Pulse racing, Jenn fumbled with her keys, searching for the right one. I will not panic! she told herself. The memory of that strange woman’s stiff back as she stared into the corner unnerved her. The overnight orders Jenn clutched in her other hand softened in her moist grip. A mounting, irrational panic seized Jenn, and her heart thumped in her chest. She looked behind her. Nothing but the red emergency lights.

She found the correct key. It slid into the lock and Jenn rushed through the door just as the hospital lights came back on. She thought she heard murmurings, although no one was in sight. She slammed it shut and rested her forehead against the cool metal, trying to slow her racing pulse. What the hell was that all about?

After several moments, she felt calm enough to stop leaning against the door for support. She straightened, looking at the tiny window.

A contorted visage screamed silently at her through the window slit. Its mouth opened wide, wider than should be normal, but no sound could be heard. Lank black hair framed the sallow face and dead eyes. Jenn recoiled from the ghastly apparition, the sweat of her panic freezing on her skin.

She reeled as scattershot images of a nun appeared in front of her. The woman was prostrate before a taciturn Benedictine monk. It was the woman in the corner. Somehow Jenn knew it.

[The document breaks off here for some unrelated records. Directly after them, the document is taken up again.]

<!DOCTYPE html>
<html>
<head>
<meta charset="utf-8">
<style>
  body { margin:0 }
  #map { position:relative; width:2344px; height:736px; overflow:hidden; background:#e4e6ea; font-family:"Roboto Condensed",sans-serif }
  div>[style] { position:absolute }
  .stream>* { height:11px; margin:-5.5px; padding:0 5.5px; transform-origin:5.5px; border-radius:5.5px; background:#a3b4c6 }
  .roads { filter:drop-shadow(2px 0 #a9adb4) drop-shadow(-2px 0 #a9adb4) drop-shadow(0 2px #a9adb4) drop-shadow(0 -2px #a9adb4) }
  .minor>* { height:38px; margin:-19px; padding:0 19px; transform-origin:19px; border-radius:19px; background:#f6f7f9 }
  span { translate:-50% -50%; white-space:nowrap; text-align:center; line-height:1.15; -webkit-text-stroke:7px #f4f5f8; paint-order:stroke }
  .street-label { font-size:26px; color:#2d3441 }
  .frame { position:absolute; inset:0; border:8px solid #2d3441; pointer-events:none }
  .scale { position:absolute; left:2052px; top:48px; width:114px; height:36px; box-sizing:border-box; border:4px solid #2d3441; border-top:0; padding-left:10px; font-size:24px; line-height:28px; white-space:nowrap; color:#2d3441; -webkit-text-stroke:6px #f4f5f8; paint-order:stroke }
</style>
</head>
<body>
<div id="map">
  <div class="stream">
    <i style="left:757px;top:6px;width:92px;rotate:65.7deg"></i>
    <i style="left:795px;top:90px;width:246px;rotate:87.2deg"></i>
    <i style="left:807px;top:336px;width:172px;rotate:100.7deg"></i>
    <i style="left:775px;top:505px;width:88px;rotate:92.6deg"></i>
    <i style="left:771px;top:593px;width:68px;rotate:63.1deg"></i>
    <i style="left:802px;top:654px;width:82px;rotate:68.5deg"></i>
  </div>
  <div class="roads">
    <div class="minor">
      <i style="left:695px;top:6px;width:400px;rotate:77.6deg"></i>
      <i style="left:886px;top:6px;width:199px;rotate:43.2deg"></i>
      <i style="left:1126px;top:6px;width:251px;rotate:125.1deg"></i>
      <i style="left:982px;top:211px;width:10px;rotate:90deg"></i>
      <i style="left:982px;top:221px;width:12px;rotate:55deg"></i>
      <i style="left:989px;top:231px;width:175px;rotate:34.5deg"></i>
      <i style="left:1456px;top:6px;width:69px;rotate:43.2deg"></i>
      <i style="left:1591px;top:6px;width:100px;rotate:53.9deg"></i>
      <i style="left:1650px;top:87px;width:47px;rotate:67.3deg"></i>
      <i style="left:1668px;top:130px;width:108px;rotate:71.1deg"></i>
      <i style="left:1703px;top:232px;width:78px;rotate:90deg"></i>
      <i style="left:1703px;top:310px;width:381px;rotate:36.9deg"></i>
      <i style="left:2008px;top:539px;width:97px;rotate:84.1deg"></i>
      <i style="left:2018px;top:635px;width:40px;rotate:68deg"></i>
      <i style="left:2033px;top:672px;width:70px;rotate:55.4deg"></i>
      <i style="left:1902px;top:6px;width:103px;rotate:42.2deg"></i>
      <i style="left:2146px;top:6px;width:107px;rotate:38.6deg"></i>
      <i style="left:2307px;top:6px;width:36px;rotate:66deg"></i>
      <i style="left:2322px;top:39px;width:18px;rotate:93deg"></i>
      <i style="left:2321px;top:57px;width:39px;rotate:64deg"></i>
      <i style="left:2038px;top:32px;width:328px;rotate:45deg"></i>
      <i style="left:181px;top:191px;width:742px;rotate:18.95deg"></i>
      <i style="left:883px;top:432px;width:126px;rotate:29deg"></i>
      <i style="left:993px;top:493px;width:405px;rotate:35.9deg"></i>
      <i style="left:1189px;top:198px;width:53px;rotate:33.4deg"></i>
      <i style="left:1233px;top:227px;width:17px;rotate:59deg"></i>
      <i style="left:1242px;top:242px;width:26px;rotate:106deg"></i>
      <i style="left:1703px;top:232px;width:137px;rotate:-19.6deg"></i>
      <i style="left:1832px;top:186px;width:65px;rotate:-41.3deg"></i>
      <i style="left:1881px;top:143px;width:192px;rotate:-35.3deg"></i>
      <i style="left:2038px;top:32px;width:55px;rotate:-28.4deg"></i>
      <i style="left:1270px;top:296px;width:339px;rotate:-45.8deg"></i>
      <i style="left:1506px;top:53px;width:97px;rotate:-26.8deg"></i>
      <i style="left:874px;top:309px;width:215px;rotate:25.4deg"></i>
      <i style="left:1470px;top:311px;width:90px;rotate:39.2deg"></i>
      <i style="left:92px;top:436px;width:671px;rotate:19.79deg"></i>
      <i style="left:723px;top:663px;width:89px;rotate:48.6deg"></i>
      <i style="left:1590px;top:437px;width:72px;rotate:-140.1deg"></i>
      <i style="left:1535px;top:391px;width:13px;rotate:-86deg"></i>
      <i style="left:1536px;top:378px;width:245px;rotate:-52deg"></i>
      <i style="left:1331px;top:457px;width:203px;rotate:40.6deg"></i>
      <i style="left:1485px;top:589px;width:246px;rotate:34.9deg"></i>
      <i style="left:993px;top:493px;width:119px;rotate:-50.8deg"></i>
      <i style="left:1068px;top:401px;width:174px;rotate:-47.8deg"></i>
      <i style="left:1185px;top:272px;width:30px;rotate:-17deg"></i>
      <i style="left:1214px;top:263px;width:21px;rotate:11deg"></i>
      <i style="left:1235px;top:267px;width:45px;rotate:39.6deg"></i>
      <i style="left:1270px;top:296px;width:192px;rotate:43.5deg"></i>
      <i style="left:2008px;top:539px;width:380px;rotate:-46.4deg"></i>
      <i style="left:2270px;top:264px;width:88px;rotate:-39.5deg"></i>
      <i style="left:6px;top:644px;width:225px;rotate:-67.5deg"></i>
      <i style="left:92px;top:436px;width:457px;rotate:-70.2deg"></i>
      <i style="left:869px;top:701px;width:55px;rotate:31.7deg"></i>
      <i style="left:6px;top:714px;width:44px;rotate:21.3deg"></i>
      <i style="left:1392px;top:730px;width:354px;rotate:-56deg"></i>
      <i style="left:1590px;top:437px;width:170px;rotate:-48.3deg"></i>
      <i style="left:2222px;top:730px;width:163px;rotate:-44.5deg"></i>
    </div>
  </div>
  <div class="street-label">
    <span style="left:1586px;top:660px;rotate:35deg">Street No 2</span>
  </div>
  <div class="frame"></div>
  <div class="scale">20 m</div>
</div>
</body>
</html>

The nun pleaded for forgiveness, swearing that the sins of her youth were long past. She cited her years of service to the Church.

The monk seized a handful of black cloth, roughly hauling the nun to her feet. He shoved her away and spat at her, branding her a harlot who had ensorcelled him, responsible for his lapse of chastity and disgrace.

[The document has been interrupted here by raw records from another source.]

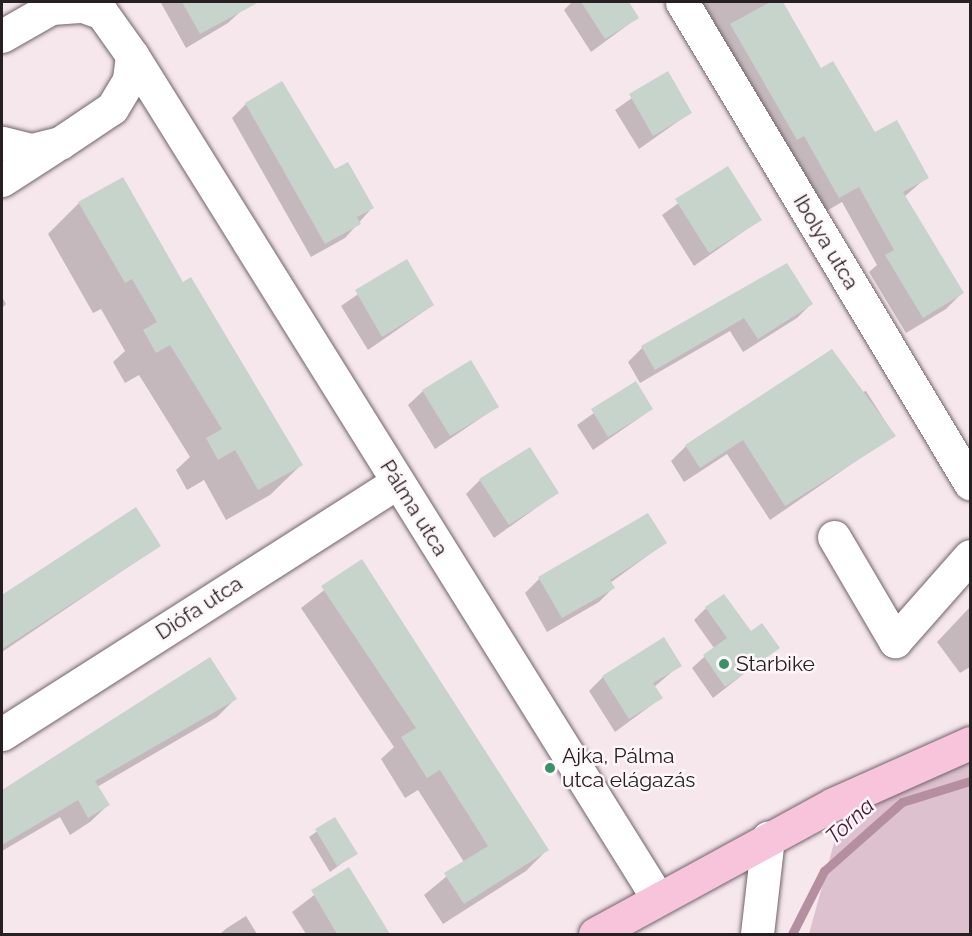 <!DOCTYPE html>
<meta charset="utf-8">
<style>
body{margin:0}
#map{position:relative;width:972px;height:936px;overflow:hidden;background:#f6e7ed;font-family:Raleway,sans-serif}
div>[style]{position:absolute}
.green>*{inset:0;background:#dec1ce}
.shadow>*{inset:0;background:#0003}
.stream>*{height:9px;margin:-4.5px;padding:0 4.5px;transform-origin:4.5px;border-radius:4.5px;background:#b58fa0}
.building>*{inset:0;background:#c6d4cc}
.roads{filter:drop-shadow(0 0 2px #716469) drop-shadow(0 0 2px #716469)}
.minor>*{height:33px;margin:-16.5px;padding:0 16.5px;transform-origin:16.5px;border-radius:16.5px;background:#fff}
.major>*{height:33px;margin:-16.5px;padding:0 16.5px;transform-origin:16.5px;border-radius:16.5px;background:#f8c4dc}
.dots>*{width:16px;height:16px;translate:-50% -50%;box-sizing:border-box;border:3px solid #fff6fa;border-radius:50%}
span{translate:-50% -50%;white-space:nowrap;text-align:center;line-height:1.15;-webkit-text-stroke:5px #fff6fa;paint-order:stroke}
.street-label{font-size:21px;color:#262023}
.poi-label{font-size:21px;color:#262023}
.left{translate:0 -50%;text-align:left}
.water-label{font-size:22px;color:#4c1b34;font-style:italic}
.frame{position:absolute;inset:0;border:3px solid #262023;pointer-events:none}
</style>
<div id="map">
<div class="green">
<i style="clip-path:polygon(970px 750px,970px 934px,809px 934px,845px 803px)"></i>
</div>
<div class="shadow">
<i style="clip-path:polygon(238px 2px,243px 9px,228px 23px,186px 48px,161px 3px)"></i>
<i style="clip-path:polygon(572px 2px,627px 2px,637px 18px,591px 52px,564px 10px)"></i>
<i style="clip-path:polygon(691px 2px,779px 2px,820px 70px,875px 134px,927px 177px,904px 197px,962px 293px,946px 309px,906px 333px,869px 272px,877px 265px,842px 202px,823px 213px)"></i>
<i style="clip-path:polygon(667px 73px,690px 113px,639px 149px,615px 110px)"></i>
<i style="clip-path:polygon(246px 104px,372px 208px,345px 238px,311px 257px,232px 118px)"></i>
<i style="clip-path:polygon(727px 168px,760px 220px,694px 266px,662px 215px)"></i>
<i style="clip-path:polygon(79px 203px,182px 284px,301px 465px,270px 495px,226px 520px,204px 480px,187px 490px,176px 470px,190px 457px,139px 375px,125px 383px,113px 362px,125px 351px,101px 309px,93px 313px,48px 234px)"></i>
<i style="clip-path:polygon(406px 261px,433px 305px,368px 350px,341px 306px)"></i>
<i style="clip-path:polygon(787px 265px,811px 304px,797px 318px,743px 352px,730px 331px,640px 383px,628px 362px,642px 348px)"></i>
<i style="clip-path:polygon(2px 297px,6px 304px,2px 308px)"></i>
<i style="clip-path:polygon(636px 383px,652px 409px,593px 450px,577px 425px)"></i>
<i style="clip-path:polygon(423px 391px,497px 407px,435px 449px,408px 405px)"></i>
<i style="clip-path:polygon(866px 391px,894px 435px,770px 520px,727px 454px,684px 482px,671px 461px,686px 446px)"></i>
<i style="clip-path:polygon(480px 480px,557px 493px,494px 538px,466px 494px)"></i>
<i style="clip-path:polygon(136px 509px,159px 546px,2px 652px,2px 595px)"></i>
<i style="clip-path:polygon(665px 543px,610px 583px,613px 588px,599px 602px,547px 632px,525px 593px,539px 579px)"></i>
<i style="clip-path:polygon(362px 561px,547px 850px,526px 871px,443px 924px,424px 895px,464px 862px,418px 790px,405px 798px,381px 759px,394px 747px,301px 608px)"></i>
<i style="clip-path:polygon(970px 607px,970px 667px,960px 673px,937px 642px)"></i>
<i style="clip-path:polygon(706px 608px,778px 647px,713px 698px,692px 668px,714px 648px,694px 620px)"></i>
<i style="clip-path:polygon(680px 665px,654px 687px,661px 698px,615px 732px,589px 691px,603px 677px)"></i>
<i style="clip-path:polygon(235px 699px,217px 717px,97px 787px,108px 805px,90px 822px,70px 835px,60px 817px,2px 851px,2px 794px,121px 720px)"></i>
<i style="clip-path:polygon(335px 819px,356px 853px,330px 872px,309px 837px)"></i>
<i style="clip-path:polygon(348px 869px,388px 934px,306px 934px,292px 912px)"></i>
<i style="clip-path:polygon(246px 916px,257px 934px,220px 934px,227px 928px)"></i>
</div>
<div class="stream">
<i style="left:792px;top:934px;width:71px;rotate:-63.1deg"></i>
<i style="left:824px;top:871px;width:104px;rotate:-41.5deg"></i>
<i style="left:902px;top:802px;width:71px;rotate:-17.2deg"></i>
</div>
<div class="building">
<i style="clip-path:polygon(182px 2px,259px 2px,200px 34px)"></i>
<i style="clip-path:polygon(581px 2px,629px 2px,639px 18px,605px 39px)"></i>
<i style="clip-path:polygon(770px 2px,783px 2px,821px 68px,833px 61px,875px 132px,897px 120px,929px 178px,903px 192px,964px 293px,923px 318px,885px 255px,894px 250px,859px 187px,839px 198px,804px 136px,797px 140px,730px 24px)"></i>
<i style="clip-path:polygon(668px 71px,692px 113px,653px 136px,629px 94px)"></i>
<i style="clip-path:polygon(282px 81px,335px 169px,348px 162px,374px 208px,357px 217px,361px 224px,325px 244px,245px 103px)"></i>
<i style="clip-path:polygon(728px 166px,762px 220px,709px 253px,675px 199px)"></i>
<i style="clip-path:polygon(123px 177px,183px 282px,191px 277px,303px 465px,258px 490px,235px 450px,218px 460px,206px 438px,222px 429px,170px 345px,156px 353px,143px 330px,157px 322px,132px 279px,125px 283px,78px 202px)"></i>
<i style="clip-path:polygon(407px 259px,434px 305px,382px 337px,355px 290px)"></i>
<i style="clip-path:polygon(787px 263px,813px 304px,758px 339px,744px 318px,655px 370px,641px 346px)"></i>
<i style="clip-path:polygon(832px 349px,896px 436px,785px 506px,743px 440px,700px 468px,685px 445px)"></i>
<i style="clip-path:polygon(471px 360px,499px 407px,450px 436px,422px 390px)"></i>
<i style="clip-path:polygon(636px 381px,653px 409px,608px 437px,591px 409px)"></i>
<i style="clip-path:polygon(530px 447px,559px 493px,509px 525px,479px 479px)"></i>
<i style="clip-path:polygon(136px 507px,161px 546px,2px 649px,2px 595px)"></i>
<i style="clip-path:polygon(648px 513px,667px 543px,610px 580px,615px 588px,562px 618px,538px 577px)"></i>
<i style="clip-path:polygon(362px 559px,549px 850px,464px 904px,444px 873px,488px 846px,440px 770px,427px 778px,401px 737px,416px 728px,321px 586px)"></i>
<i style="clip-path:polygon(724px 594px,751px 631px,762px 623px,780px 648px,725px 687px,703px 655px,727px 638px,705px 607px)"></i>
<i style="clip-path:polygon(664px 637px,682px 666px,653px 683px,663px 698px,629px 719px,602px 676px)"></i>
<i style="clip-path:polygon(210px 657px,237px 699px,95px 781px,110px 805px,88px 818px,78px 800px,2px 845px,2px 790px)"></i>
<i style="clip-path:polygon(335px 817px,358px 854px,337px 866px,315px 829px)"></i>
<i style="clip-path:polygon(349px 867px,390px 934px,337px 934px,311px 890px)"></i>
</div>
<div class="roads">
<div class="minor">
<i style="left:682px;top:2px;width:561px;rotate:59.09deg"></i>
<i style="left:2px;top:36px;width:56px;rotate:-29.7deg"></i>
<i style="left:51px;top:8px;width:32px;rotate:-4deg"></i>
<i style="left:83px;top:6px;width:20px;rotate:20deg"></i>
<i style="left:102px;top:13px;width:52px;rotate:54.5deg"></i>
<i style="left:132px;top:55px;width:25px;rotate:97deg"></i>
<i style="left:129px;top:80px;width:33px;rotate:121deg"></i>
<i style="left:112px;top:108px;width:63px;rotate:146.1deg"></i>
<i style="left:60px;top:143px;width:30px;rotate:166deg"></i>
<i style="left:31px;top:150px;width:30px;rotate:-166deg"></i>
<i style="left:132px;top:55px;width:992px;rotate:58.06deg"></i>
<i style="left:2px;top:180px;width:61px;rotate:-32.9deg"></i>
<i style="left:834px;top:537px;width:121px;rotate:59.6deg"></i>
<i style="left:895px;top:641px;width:113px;rotate:-48.6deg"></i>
<i style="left:2px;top:734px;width:469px;rotate:-32.5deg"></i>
<i style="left:757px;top:934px;width:97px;rotate:-83.5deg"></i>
</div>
<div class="major">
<i style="left:595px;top:934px;width:271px;rotate:-28.6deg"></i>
<i style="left:833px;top:804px;width:150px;rotate:-24deg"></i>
</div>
</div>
<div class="dots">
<i style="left:724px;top:664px;background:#389369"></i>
<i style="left:550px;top:768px;background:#389369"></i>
</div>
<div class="street-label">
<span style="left:826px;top:242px;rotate:59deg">Ibolya utca</span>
<span style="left:414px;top:508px;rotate:58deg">Pálma utca</span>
<span style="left:199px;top:608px;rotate:-33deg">Diófa utca</span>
</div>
<div class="poi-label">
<span class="left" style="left:736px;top:664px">Starbike</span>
<span class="left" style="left:562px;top:768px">Ajka, Pálma<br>utca elágazás</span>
</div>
<div class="water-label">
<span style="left:850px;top:821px;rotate:-42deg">Torna</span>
</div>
<div class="frame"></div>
</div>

His stentorian accusation reverberated long and loud as the nun stared aghast. Quieter, and with a fragile certainty: The penalty for witchcraft is beheading…Sister Maria.

Jenn gaped at the woman, until she stepped back from the window. The woman drifted backward in her white frock, all the while her mouth splitting her features like a horrible gash.

Ich beschuldige dich, Beichtvater! The words did not come from the specter’s mouth but clanged like a great bell in Jenn’s mind. She understood some German. The woman said, “I blame you, Confessor!”

The woman’s head separated from her body the further back she moved—an awful red light shined through the gap between neck and hovering head. Slowly, the torso and bodiless head turned as one and stood facing the far wall.

Jenn shook her head, and tried her best to dispel the horrific sight, and stumbled out of Dodge One. Cold, wet rain pelted her, fogging and streaking her glasses, as her black boots pounded in the mud.

Jenn fled down the wooded path and a chill wind pursued her as she tried to escape a centuries-old guilt. All the while, her ears rang with the echo of a spectral scream.